Stored data entries

────────────────────────────────────────

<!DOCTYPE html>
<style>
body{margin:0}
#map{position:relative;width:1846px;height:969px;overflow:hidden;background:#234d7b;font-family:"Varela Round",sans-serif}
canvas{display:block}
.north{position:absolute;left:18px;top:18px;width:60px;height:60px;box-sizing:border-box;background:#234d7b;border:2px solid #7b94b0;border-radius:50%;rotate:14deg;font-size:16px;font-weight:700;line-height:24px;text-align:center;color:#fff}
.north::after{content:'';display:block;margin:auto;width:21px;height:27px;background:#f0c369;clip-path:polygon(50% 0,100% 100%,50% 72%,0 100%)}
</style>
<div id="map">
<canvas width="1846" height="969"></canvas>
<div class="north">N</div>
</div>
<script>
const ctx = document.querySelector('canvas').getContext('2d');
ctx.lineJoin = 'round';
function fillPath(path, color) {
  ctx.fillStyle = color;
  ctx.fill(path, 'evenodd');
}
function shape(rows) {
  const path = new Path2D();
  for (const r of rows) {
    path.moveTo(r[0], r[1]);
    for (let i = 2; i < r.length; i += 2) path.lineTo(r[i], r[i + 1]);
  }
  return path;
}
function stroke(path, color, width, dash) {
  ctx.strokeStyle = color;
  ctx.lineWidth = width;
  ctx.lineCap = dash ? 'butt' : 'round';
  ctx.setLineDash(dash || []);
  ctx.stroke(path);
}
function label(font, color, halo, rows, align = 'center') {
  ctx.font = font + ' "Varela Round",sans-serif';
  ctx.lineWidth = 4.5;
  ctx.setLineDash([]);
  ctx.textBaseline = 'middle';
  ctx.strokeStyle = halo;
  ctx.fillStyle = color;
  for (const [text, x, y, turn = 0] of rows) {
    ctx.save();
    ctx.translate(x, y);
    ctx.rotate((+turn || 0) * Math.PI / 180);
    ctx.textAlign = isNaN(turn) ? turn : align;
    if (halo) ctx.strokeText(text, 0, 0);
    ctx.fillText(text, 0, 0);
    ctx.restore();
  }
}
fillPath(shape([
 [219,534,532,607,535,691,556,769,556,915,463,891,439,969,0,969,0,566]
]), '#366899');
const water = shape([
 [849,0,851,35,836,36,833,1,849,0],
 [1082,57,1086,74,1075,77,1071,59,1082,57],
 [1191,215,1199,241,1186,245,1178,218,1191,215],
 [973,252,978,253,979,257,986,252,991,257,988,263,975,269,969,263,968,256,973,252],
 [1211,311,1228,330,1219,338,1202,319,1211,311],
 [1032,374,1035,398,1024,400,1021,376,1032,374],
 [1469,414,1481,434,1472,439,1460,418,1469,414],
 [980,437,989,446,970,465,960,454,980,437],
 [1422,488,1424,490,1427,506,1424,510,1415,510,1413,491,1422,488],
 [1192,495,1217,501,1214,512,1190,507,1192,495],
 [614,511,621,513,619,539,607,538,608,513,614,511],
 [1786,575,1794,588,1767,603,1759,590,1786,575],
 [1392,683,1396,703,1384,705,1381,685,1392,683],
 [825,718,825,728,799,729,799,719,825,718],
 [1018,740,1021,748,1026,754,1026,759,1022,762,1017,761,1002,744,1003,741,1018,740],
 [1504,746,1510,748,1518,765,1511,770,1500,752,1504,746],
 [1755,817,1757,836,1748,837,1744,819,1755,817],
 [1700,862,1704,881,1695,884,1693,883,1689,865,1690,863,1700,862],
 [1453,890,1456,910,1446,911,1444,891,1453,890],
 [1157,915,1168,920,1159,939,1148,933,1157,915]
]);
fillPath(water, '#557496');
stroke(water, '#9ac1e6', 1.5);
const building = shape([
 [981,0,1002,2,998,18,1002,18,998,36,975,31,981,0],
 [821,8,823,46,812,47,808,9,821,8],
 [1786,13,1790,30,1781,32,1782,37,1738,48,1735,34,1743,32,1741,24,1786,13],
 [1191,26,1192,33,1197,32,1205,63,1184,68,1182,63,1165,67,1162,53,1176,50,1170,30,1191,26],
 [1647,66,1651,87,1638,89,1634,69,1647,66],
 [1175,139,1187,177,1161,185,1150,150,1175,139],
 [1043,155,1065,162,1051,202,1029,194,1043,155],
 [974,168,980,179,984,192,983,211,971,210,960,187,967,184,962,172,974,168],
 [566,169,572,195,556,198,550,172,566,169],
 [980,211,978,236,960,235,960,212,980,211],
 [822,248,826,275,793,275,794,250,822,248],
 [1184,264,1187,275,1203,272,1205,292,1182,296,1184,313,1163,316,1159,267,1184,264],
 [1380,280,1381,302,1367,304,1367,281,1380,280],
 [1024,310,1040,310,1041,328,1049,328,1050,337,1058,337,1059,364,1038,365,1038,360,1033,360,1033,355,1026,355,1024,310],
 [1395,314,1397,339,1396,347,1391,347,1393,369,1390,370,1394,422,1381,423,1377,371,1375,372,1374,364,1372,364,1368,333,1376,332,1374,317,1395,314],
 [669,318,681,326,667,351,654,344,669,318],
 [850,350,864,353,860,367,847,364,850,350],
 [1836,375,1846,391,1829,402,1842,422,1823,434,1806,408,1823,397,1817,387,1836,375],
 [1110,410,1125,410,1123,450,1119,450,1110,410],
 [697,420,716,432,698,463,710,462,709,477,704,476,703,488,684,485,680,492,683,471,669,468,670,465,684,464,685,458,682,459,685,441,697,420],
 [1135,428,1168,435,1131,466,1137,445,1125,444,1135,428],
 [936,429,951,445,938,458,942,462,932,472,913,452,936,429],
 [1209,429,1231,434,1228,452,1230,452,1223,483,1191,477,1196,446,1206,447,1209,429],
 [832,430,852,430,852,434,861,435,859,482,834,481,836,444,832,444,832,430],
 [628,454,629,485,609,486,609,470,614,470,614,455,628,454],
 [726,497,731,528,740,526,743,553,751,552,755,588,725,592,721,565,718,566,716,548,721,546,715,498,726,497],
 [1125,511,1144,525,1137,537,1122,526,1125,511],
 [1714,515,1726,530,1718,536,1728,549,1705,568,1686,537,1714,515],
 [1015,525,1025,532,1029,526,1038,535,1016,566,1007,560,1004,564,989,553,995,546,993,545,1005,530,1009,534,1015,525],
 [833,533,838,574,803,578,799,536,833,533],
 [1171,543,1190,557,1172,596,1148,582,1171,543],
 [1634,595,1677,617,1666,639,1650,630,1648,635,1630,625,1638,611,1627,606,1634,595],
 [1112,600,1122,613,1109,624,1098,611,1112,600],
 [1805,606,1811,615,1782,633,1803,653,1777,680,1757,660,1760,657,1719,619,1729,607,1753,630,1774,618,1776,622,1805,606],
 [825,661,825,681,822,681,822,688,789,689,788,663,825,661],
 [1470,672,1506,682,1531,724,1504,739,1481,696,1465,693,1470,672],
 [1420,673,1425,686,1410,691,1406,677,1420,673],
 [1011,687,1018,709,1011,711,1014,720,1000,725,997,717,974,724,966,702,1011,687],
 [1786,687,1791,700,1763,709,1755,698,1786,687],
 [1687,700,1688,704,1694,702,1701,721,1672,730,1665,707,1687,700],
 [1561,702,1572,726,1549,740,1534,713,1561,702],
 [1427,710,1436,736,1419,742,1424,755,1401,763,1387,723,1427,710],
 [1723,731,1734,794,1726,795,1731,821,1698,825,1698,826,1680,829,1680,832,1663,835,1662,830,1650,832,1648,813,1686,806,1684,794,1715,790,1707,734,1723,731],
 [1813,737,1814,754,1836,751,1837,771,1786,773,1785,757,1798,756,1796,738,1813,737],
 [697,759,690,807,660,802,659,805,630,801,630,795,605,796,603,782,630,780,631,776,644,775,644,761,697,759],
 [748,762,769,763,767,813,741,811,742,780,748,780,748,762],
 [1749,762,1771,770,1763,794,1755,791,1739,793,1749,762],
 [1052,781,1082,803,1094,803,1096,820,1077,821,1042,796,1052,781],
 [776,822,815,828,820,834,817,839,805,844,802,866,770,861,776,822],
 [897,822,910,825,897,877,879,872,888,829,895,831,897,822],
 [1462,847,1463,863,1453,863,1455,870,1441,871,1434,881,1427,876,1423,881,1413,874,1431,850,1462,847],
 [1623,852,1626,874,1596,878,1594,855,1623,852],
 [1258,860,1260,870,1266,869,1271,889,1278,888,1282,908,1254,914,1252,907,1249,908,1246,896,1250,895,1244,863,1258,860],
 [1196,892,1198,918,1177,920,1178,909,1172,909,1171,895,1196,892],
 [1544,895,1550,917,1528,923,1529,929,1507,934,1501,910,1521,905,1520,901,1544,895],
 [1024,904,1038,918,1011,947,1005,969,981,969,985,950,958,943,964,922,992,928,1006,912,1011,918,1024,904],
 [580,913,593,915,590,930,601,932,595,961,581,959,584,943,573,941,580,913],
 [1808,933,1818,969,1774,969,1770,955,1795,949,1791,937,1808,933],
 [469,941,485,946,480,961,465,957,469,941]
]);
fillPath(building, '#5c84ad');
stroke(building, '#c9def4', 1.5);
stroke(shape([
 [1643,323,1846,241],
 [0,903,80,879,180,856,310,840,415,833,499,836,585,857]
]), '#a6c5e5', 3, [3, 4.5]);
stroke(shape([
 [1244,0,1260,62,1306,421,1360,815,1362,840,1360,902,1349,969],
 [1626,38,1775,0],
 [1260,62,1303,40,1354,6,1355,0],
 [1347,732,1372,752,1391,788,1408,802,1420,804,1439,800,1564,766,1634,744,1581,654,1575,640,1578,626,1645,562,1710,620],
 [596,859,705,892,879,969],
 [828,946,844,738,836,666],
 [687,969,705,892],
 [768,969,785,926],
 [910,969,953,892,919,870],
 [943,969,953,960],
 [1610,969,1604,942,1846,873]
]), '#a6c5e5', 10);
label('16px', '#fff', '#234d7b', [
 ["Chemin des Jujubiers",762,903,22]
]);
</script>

────────────────────────────────────────

### WORK INSTRUCTION
Whenever the string "lineWidth" turns up in a line of the data, copy that line.

### THE COMPLETED TASK
  ctx.lineWidth = width;
  ctx.lineWidth = 4.5;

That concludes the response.